Potentially more worrying for regulators and consumers: More than half of the 2,262 complaints compiled by Safety Research involve vehicles that Toyota has not recalled.
Toyota has recalled more than 8 million vehicles worldwide for problems with either floor mats , which can trap a gas pedal, or a mechanical glitch in the accelerator, which can cause the pedal to become stuck.
But safety advocates and lawyers for a Michigan woman killed in a high-speed wreck in April 2008 argue that evidence suggests electronic throttle controls are at fault, not floor mats or "sticky pedals." [ID:nN0915987]
The National Highway Traffic Safety Administration said in early February it would review the past probes that found no problems with electronic throttle systems even though complaints had grown steadily during times of those reviews.
What appears crucial is the role of Toyota and U.S. regulators in narrowing the focus of earlier safety investigations.
In one case Chris Santucci, a former U.S. safety regulator hired by Toyota in 2003, played a role in discussions with NHTSA during a 2004 probe in which the agency sharply narrowed the scope of its inquiry, according to his deposition in a lawsuit seeking damages from the Michigan crash.

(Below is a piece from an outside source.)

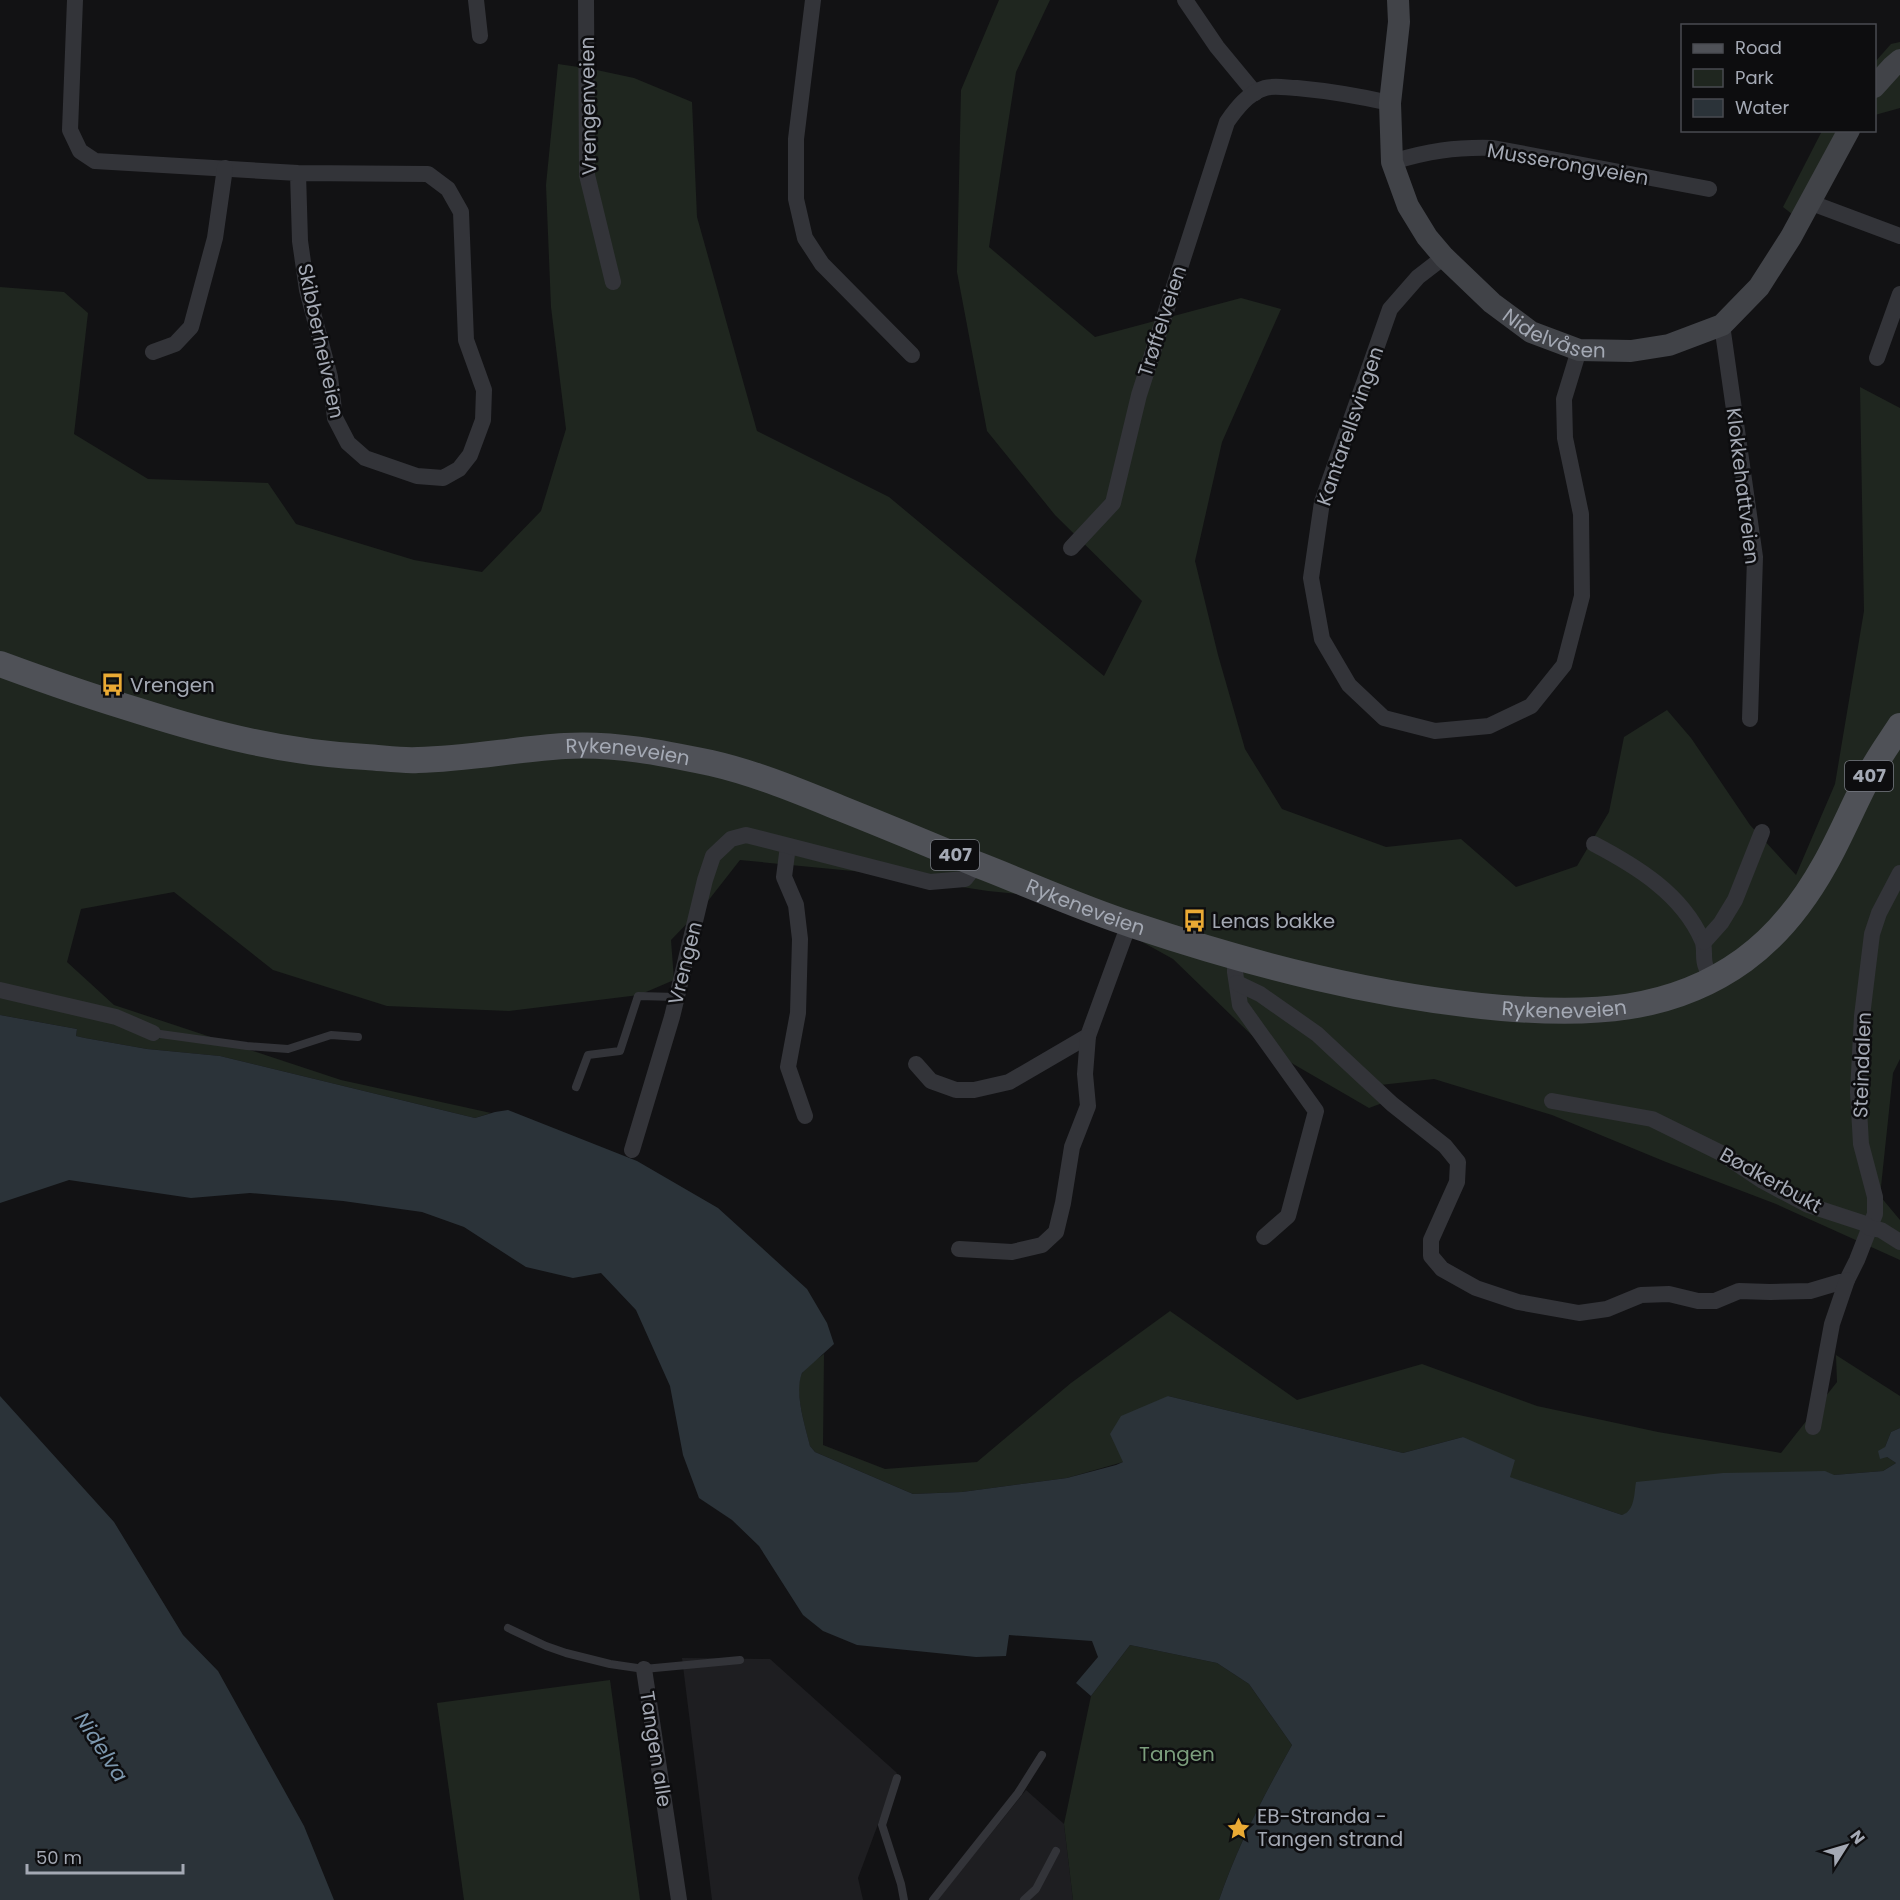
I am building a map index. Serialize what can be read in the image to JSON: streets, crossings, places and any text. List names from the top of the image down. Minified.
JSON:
{"streets":{"main road":["Rykeneveien","407"],"street":["Vrengenveien","Musserongveien","Trøffelveien","Nidelvåsen","Skibberheiveien","Kantarellsvingen","Klokkehattveien","Vrengen","Steindalen","Bødkerbukt","Tangen alle"]},"crossings":[["Musserongveien","Nidelvåsen"],["Nidelvåsen","Kantarellsvingen"],["Nidelvåsen","Klokkehattveien"],["Rykeneveien","Vrengen"],["Steindalen","Bødkerbukt"]],"water":["Nidelva"],"parks":["Tangen"],"places":{"bus stop":["Vrengen","Lenas bakke"],"place":["EB-Stranda - Tangen strand"]},"legend":["Road","Park","Water"],"scale_bar":"50 m","north":"top right"}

The substance of the discussions between the Toyota representatives and NHTSA investigators was unclear.
In that instance, NHTSA agreed to exclude from consideration reports of uncontrolled acceleration in Toyota vehicles where the incident lasted more than a few seconds or the driver hit the brakes.
As a result, Toyota did not provide information to the U.S. government about reports it had taken about such cases.
Under the narrower scope of the investigation, NHTSA eliminated nearly all of the 260 complaints it received and closed the investigation without taking action in July 2004.
Toyota defended Santucci.
"Mr. Santucci has an exemplary professional reputation that he earned by working diligently on safety issues at NHTSA as well as here at Toyota," Toyota spokeswoman Martha Voss said in a statement.
"Industry professionals across the spectrum who know Mr. Santucci would agree that any insinuation that he violated federal ethics laws or that he did not live up to the highest professional standards is reckless and without merit."
Critics say NHTSA has a number of tools that have gone unused. Supporters say regulators are overwhelmed by 30,000 complaints per year and a mandate that forces them to confront deep-pocketed automakers loaded with engineers, technical analysts, lawyers and political muscle.
Two U.S. House of Representatives committees want to examine the government's response to the Toyota recalls and get a better understanding of what is behind unintended acceleration.
Transportation Secretary Ray LaHood, NHTSA Administrator David Strickland and Toyota's top North American executive Yoshi Inaba are due to testify at one hearing on Feb. 24. The second is also expected to draw a heavyweight witness list.
In a statement published in the Washington Post on Tuesday, Toyota President Akio Toyoda said he had personally assured LaHood "that lines of communications with safety agencies and regulators will be kept open ... and that we will be more vigilant in responding to those officials on all matters."
Toyota began using electronic throttle controls, or a drive-by-wire system, in U.S.-sold vehicles with 1998 models and expanded their use with 2002 models.
Complaints of sudden acceleration soared more than tenfold when Toyota switched to an electronic throttle for the 2002 model year Camry, its best-selling vehicle, according to data compiled by Safety Research.
The founder of the firm, Sean Kane, has been called as an expert witness in one of the congressional hearings.
The spike in complaints about Toyota vehicles coincided with a growth spurt for the automaker, which roughly doubled its U.S. market share and saw sales leap nearly 80 percent from 1999 to 2006.
Safety Research puts the number of unintended acceleration cases at over 2,200, including 26 reported deaths.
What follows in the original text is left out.